I should have, indeed, finished The Feeding of Sorrows. That would have put me around 350k and I would not be too disappointed. However, I did not, nor did I finish None Call Me Mother.

Shoulda, woulda, coulda.

The good news is that next year I won’t have to move, nor will I start it in a cramped house. Furthermore, I won’t have to replace the flooring in seven rooms of my house. There are still major projects to do, but we’ve made huge progress. It is not unreasonable to admit to myself that I put most of my spoons in late 2018 into getting the house under control.

Next year, however, I can’t allow that to happen again. I need to publish 3 novels. My plan is to finish The Feeding of Sorrows by the end of January. I think I can, though I still have some 60k to go.

Then I will return to Shijuren with None Call Me Mother. I will release that in May. After that, I plan for a new Edward novel in December. When I started Where Now the Rider I had a mystery in mind but went a different direction. It’s time to finish that. Edward has a long way to go.

I don’t know how many short stories I’ll do next year, but I have one scheduled already. I also have several that I’ve been playing with for a while that need to get finished.

I’ll also continue to count my blog words. Again, I do that to ensure I update the blog consistently. The three regular columns will continue. I’ll do a creator interview aiming for Tuesday, a magazine review aiming for Wednesday, and my update for Friday. That regular schedule will start next week.

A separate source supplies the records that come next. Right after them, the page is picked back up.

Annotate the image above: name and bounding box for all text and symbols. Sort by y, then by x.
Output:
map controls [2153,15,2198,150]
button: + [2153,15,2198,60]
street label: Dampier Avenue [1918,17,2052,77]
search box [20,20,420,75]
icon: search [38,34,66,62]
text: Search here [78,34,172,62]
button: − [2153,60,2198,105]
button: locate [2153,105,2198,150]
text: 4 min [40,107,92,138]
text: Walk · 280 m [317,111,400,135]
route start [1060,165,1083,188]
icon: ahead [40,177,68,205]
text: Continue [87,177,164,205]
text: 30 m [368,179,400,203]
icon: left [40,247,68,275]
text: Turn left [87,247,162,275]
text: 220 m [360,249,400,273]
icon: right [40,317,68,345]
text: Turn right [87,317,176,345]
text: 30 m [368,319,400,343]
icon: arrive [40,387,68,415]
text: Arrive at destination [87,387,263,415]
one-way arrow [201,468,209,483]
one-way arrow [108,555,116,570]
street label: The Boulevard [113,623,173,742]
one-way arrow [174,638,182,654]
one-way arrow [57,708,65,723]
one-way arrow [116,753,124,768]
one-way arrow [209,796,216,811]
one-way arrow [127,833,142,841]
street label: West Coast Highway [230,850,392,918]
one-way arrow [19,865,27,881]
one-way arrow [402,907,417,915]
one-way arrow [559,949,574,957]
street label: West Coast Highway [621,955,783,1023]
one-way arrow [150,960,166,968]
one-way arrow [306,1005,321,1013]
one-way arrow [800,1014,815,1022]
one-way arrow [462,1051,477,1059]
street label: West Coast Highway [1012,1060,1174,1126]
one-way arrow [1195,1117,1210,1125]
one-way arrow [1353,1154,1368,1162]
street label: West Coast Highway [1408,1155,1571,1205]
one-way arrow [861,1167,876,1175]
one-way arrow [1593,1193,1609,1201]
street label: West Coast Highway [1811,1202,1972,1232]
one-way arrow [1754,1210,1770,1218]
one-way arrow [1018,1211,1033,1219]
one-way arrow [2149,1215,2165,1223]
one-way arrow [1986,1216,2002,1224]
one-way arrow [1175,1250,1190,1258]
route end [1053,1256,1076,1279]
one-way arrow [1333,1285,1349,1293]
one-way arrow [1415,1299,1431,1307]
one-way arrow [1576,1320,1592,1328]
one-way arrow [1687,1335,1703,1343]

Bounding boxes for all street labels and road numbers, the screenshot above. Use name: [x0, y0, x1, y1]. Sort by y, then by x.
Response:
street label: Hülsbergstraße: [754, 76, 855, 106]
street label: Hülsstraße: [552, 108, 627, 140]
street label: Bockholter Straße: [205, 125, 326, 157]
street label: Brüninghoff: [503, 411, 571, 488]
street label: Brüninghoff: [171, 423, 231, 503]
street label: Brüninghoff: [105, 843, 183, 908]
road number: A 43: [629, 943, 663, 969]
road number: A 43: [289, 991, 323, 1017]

My goal for 2019 is 400,000. A nice even number.

My other professional goals were to improve both the Shijuren and Four Horsemen wiki. I did well, but like with my writing, not as much as I’d hoped. The Shijuren wiki is up-to-date, but needs to be improved and cleaned up.

As for the Four Horsemen Wiki, I had hoped to do more. It stands at 479 entries. My goal for 2019 is to get that up to 1500 or so. That’s about 20 entries per week, which I was doing for a while in 2018 before things got too busy.

I’ll continue to travel as much as I can fit in during 2019. I will be at ShadowCon in Memphis this weekend and ChattaCon at the end of the month. In March, I’m excited to be one of the featured panelists at FantaSci, which is the first Four Horsemen Universe convention. There’ll be lots more, including LibertyCon, which of course I’ll announce here and on my mailing list.

My personal goal in 2019 is much like what it was in 2018, improve my health. I started 2018 at 384.8. I ended it at 387.2. In other words, I held steady. Give all the upheaval of 2018, I call that a win.

Along the way I also spent much of the fall getting myself a good relationship with a local doctor. I haven’t had a standard doctor in well over a decade, and it’s nice to get that relationship going. It meant I had about fifteen different medical visits during the fall, including a colonoscopy.

My next step is to consistently exercise. My basic daily goal is to get 1000 and one. That’s 1000 words and one mile of walking. That’s the minimum I aim for each day. Most weekdays, I’ll hope to do more, lots more when it comes to writing, but it’s an easy to remember daily goal. If I do that, then at least the day hasn’t been a waste. Can’t waste days in this business.

Overall, my professional grade for 2018 is C-. I didn’t write enough, nor did I do enough of the background stuff. Personally, I would give myself a B+. I’m in better shape, both physically and mentally than I was in 2017. I’m in a comfortable home, with a great sweetie, and things are going well. My final grade for myself in 2018 is a B-. I can do more, but it wasn’t awful.

Now to go do more.

Have a great year everyone. May we all do more and smile doing it.